Let's look at a typical example of this tendency toward huge XML documents. Consider an XML document that contains payment information, including the companies that pay, the invoices you send, and perhaps the currencies the companies use. If you organize the document as a list of payments, you need to repeat for each node all the information you hold and need about the related invoices (number, description, date), the customers (name, address, bank), and the currency (name, current exchange rate). Depending on how complex your document is, this schema probably produces a much larger document than you need, especially if you have several cross-reference possibilities and you need an efficient way to retrieve such information as the customers and invoices they paid or invoices paid with a certain currency. The more you need to keep data related, the more you need an efficient way of cross-referencing XML data. After all, this is exactly the problem you solve by establishing separate tables when you design a database structure.
To port the same logic into the land of XML, you need to know about ID and IDREF data types, two special XML types that let you build a cross-reference between blocks of information within an XML schema. The structure of the document looks like this:
<xml> <payments> <data:payment id="po1"> <ref:company ref="C001" /> : </data:payment> : </payments> <companies> <data:company id="C001"> <name>First, Inc</name> : </data:company> : </companies> </xml>
You have two blocks of information: payments and companies. Instead of including direct information about the company that made a payment, each <payments> node cross-references a node in the <companies> list. With databases and tables, you don't insert company-related fields in the same table as the payments. Likewise, in XML you define two separate groups of nodes and establish a link between them.

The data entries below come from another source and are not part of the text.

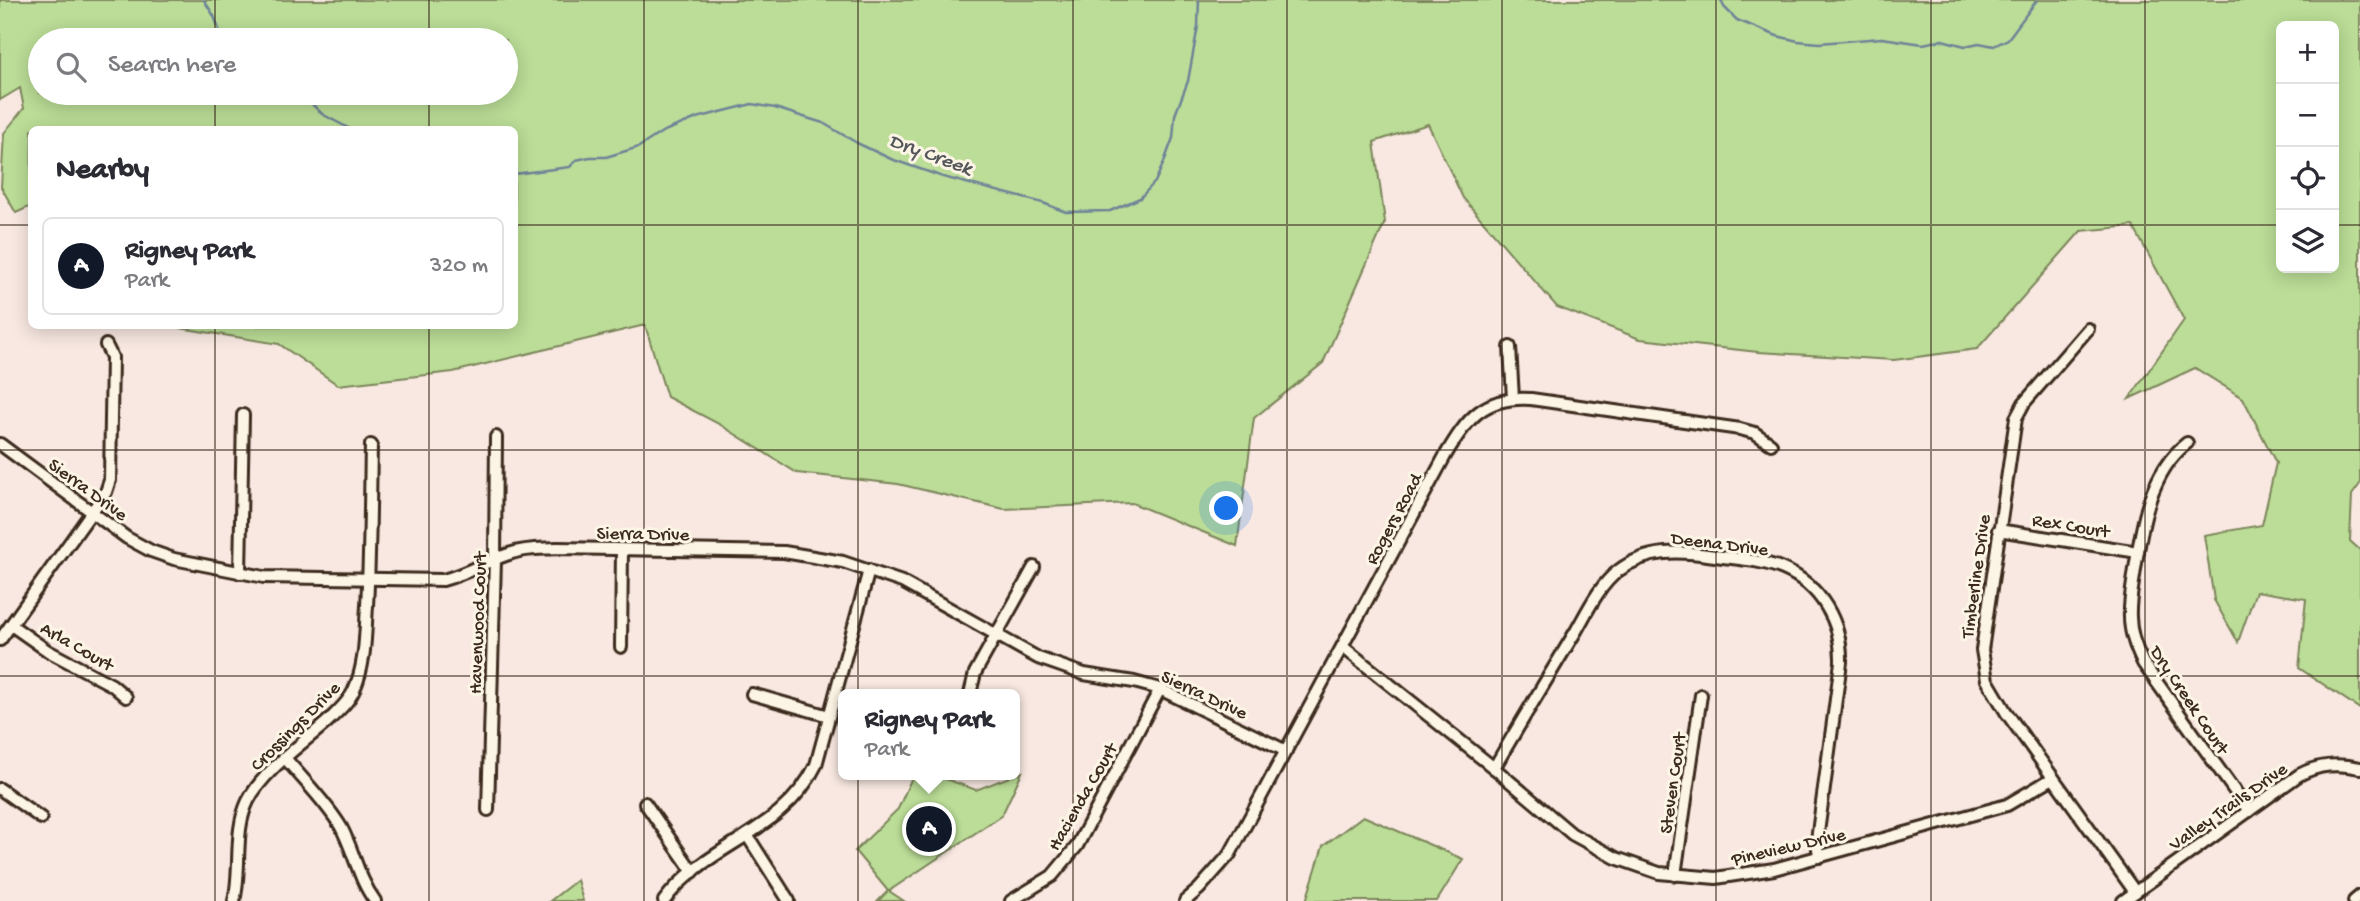 <!DOCTYPE html>
<meta charset="utf-8">
<style>
:root{--surface:#fff;--page:#f7f7f7;--text:#2b2b33;--muted:#7c7c81;--line:#e1e1e2;--accent:#111827}
body{margin:0;font-family:"Gochi Hand",sans-serif;background:var(--page);color:var(--text)}
.controls{position:absolute;right:21px;top:21px;display:grid;overflow:hidden;border-radius:10px;box-shadow:0 4px 18px #0003}
.controls button{width:63px;height:63px;display:grid;place-items:center;padding:0;border:0;border-bottom:2px solid var(--line);background:var(--surface);color:var(--text);font:35px sans-serif}
.you{position:absolute;left:1227px;top:509px;width:24px;height:24px;margin:-18px;border:5px solid #fff;border-radius:50%;background:#1a73e8;box-shadow:0 0 0 10px #1a73e833}
.badge{display:grid;place-items:center;width:46px;height:46px;border-radius:50%;background:var(--accent);color:#fff;font-size:23px;font-weight:700}
.pin{position:absolute;translate:-50% -50%;border:4px solid #fff;box-shadow:0 2px 7px #0006}
.popup{position:absolute;left:838px;top:689px;width:182px;height:91px;box-sizing:border-box;display:grid;place-content:center;border-radius:10px;background:var(--surface);filter:drop-shadow(0 2px 5px #0005);font-size:23px;white-space:nowrap;color:var(--muted)}
.popup b{font-size:26px;color:var(--text)}
.popup::after{content:'';position:absolute;left:50%;top:100%;margin-left:-14px;border:14px solid transparent;border-top-color:var(--surface)}
.list{margin:0;padding:0;list-style:none}
h2{display:flex;justify-content:space-between;align-items:center;height:91px;margin:0;padding:0 28px;font-size:30px}
h2 small{font-size:23px;font-weight:400;color:var(--muted)}
.list li{display:grid;grid-template-columns:46px 1fr auto;gap:21px;align-items:center;box-sizing:border-box;height:98px;margin:0 14px 14px;padding:0 14px;border:2px solid var(--line);border-radius:10px}
.list b{display:block;font-size:26px;white-space:nowrap}
.list p{margin:0;font-size:23px;white-space:nowrap;color:var(--muted)}
.list em{font-size:23px;font-style:normal;color:var(--muted)}
.icon{flex:none;width:38px;height:38px;fill:none;stroke:currentColor;stroke-width:2;stroke-linecap:round;stroke-linejoin:round}
.map{position:relative;flex:none;width:2360px;height:901px;overflow:hidden}
.search{position:absolute;background:var(--surface);box-shadow:0 4px 18px #0003;left:28px;top:28px;width:490px;height:77px;display:flex;align-items:center;gap:18px;box-sizing:border-box;padding:0 24px;border-radius:38px;color:var(--muted);font-size:26px}
.panel{position:absolute;background:var(--surface);box-shadow:0 4px 18px #0003;left:28px;top:126px;width:490px;height:203px;border-radius:10px}
.map>svg:first-child{display:block}
</style>
<div class="map">
<svg width="2360" height="901" viewBox="0 0 2360 901">
<rect width="100%" height="100%" fill="#f8e8e1"/>
<filter id="ink" filterUnits="userSpaceOnUse"><feTurbulence type="fractalNoise" baseFrequency=".0143" numOctaves="2"/><feDisplacementMap in="SourceGraphic" scale="14" xChannelSelector="R" yChannelSelector="G"/><feConvolveMatrix kernelMatrix="1 2 1 2 8 2 1 2 1" color-interpolation-filters="sRGB"/></filter>
<g filter="url(#ink)">
<g fill="#bbdd97" stroke="#7b845a" stroke-width="2" fill-rule="evenodd">
<path d="M 0,0 L 2360,0 L 2360,484 L 2352,495 L 2350,541 L 2360,550 L 2360,709 L 2299,668 L 2306,599 L 2256,591 L 2238,642 L 2214,600 L 2204,535 L 2262,525 L 2276,463 L 2243,398 L 2195,368 L 2129,399 L 2184,320 L 2133,226 L 2081,231 L 1977,349 L 1894,360 L 1758,352 L 1640,339 L 1557,307 L 1463,198 L 1428,124 L 1374,142 L 1385,222 L 1323,363 L 1254,418 L 1237,546 L 1132,503 L 1004,509 L 898,484 L 797,473 L 719,424 L 667,397 L 645,325 L 453,372 L 338,385 L 279,344 L 180,328 L 178,326 L 514,326 L 514,130 L 32,130 L 31,206 L 16,213 L 1,187 L 4,133 L 24,108 L 20,88 L 0,100 ZM 2281,26 L 2334,26 L 2334,268 L 2281,268 ZM 506,40 L 506,93 L 40,93 L 40,40 Z"/>
<polygon points="1022,772 1002,815 889,891 904,901 878,901 888,891 855,851 898,809 913,775 935,775 976,790"/>
<polygon points="1363,816 1463,859 1437,901 1306,901 1323,846"/>
<polygon points="577,880 583,901 550,901"/>
</g>
<g fill="none" stroke-linecap="round" stroke-linejoin="round">
<g stroke="#6e8398" stroke-width="2.5">
<polyline points="204,0 214,16 223,40"/>
<polyline points="1721,0 1724,7 1737,20 1777,36 1798,41 1819,43 1882,38 1923,44 1942,40 1965,46 1979,43 1994,46 2008,39 2037,0"/>
<polyline points="281,93 304,96 322,114 352,130"/>
<polyline points="514,174 570,167 576,160 590,157 606,157 639,147 662,132 697,118 752,104 775,108 823,123 857,143 891,159 943,177 1043,203 1066,212 1110,211 1140,198 1155,182 1164,162 1173,138 1175,115 1188,81 1198,26 1199,0"/>
</g>
<g stroke="#3b2a1e" stroke-width="16">
<g id="minor">
<polyline points="2088,329 2024,403 2016,418 1982,650 1987,680 2006,712 2135,892"/>
<polyline points="1510,347 1513,398"/>
<path d="M 2187,443 C 2150,472 2142,524 2135,569 C 2133,585 2129,601 2130,617 C 2130,633 2136,649 2143,663 L 2249,811"/>
<path d="M 0,444 L 127,538 L 151,551 L 174,559 L 264,577 L 443,580 C 469,573 488,560 512,553 C 526,548 541,549 557,548 L 784,552 L 843,562 L 902,582 L 1038,658 L 1084,674 L 1134,682 L 1160,689 L 1286,751"/>
<polyline points="1998,530 2138,552"/>
<polyline points="240,573 243,415"/>
<polyline points="11,625 48,651 112,685 126,697"/>
<polyline points="0,640 106,492 110,480 112,357 106,345"/>
<polyline points="621,647 622,550"/>
<polyline points="1343,647 1494,768 1572,834 1616,858 1659,873 1716,878 1774,869 2007,805 2053,778"/>
<polyline points="752,694 829,716"/>
<polyline points="970,694 975,673 1034,567"/>
<path d="M 286,759 C 304,781 326,802 341,827 C 354,851 358,878 375,901"/>
<path d="M 1494,768 C 1521,722 1548,677 1576,631 C 1588,610 1599,586 1618,571 C 1648,548 1681,551 1715,556 C 1737,559 1762,560 1783,569 C 1821,585 1842,623 1841,662 L 1817,840 L 1819,857"/>
<polyline points="0,789 41,818"/>
<polyline points="645,803 693,872"/>
<polyline points="488,810 495,560 496,437"/>
<polyline points="747,835 789,901"/>
<polyline points="1675,875 1701,695"/>
<path d="M 234,901 C 242,868 233,832 248,801 C 263,771 301,745 327,722 C 337,712 349,702 354,690 C 366,663 365,634 367,606 C 370,552 370,499 371,445"/>
<path d="M 664,901 C 705,844 783,834 816,765 L 869,570"/>
<polyline points="1011,901 1052,876 1077,846 1160,689"/>
<path d="M 1185,901 L 1199,889 L 1230,854 L 1445,456 C 1467,418 1484,396 1531,399 L 1740,429 L 1755,433 L 1771,444"/>
<path d="M 2123,901 L 2299,775 C 2319,764 2338,763 2360,768"/>
<polyline points="2354,901 2360,896"/>
</g>
</g>
<use href="#minor" stroke="#fcf5e5" stroke-width="10"/>
</g>
</g>
<path fill="none" stroke="#3b2a1e" stroke-width="2" stroke-opacity="0.55" d="M 215,0 L 215,40M 429,0 L 429,40M 644,0 L 644,901M 858,0 L 858,901M 1073,0 L 1073,901M 1287,0 L 1287,901M 1502,0 L 1502,901M 1716,0 L 1716,901M 1931,0 L 1931,901M 2145,0 L 2145,901M 215,93 L 215,130M 429,93 L 429,130M 0,225 L 32,225M 514,225 L 2281,225M 2334,225 L 2360,225M 215,326 L 215,901M 429,326 L 429,901M 0,450 L 2360,450M 0,676 L 2360,676"/>
<g text-anchor="middle" stroke-width="6" stroke-linejoin="round" paint-order="stroke">
<g font-size="19" fill="#3b2a1e" stroke="#fcf5e5">
<text transform="translate(89 488) rotate(36)" y="7">Sierra Drive</text>
<text transform="translate(1392 518) rotate(-62)" y="7">Rogers Road</text>
<text transform="translate(2071 524) rotate(9)" y="7">Rex Court</text>
<text transform="translate(643 532) rotate(1)" y="7">Sierra Drive</text>
<text transform="translate(1720 542) rotate(7)" y="7">Deena Drive</text>
<text transform="translate(1974 576) rotate(-82)" y="7">Timberline Drive</text>
<text transform="translate(476 623) rotate(-88)" y="7">Havenwood Court</text>
<text transform="translate(78 645) rotate(30)" y="7">Arla Court</text>
<text transform="translate(1205 693) rotate(25)" y="7">Sierra Drive</text>
<text transform="translate(2191 699) rotate(56)" y="7">Dry Creek Court</text>
<text transform="translate(294 725) rotate(-45)" y="7">Crossings Drive</text>
<text transform="translate(1671 783) rotate(-82)" y="7">Steven Court</text>
<text transform="translate(1081 796) rotate(-60)" y="7">Hacienda Court</text>
<text transform="translate(2227 805) rotate(-35)" y="7">Valley Trails Drive</text>
<text transform="translate(1788 845) rotate(-13)" y="7">Pineview Drive</text>
</g>
<g font-size="21" font-style="italic" fill="#54565b" stroke="#fcf5e5">
<text transform="translate(931 153) rotate(20)" y="7">Dry Creek</text>
</g>
</g>
</svg>
<div class="controls">
<button>+</button>
<button>−</button>
<button><svg class="icon" aria-label="locate" viewBox="0 0 24 24"><circle cx="12" cy="12" r="6"/><path d="M12 2v4M12 18v4M2 12h4M18 12h4"/></svg></button>
<button><svg class="icon" aria-label="layers" viewBox="0 0 24 24"><path d="M12 4l9 5-9 5-9-5zM3 14l9 5 9-5"/></svg></button>
</div>
<div class="you"></div>
<div class="pin badge" style="left:929px;top:829px">A</div>
<div class="popup"><b>Rigney Park</b>Park</div>
<div class="search"><svg class="icon" aria-label="search" viewBox="0 0 24 24"><circle cx="10" cy="10" r="6"/><path d="M15 15l6 6"/></svg>Search here</div>
<section class="panel">
<h2>Nearby<small></small></h2>
<ul class="list">
<li><span class="badge">A</span><div><b>Rigney Park</b><p>Park</p></div><em>320 m</em></li>
</ul>
</section>
</div>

To put this logical schema to work, you need to take two steps. First, write a couple of XML schemas to tell the parser that you're using attributes of type ID and IDREF. In the code snippet above, I use two namespaces, data and ref. The ID attribute is "id," whereas the IDREF attribute is "ref." Second, when you write script code for this type of document, use the XML Document Object Model (XMLDOM) nodeFromID method to retrieve the cross-referenced node:
set nodeCompany = xmldom.nodeFromID("C001")
The ID type marks an attribute as a piece of information that another attribute can reference.
<AttributeType name="id" dt:type="id"/> <ElementType name="company" content="eltOnly"> <attribute type="id"/> </ElementType>
In contrast, the value of the IDREF attribute specifies where the target node ID is in the document or in an external document, as in
<AttributeType name="ref" dt:type="idref"/> <ElementType name="company" content="eltOnly"> <attribute type="ref"/> </ElementType>
You can use ID and IDREF with Microsoft's MSXML parser version 2.0 and later (version 2.0 ships with Internet Explorer—IE—5.0). These data types are handy tools for cross-referencing XML data.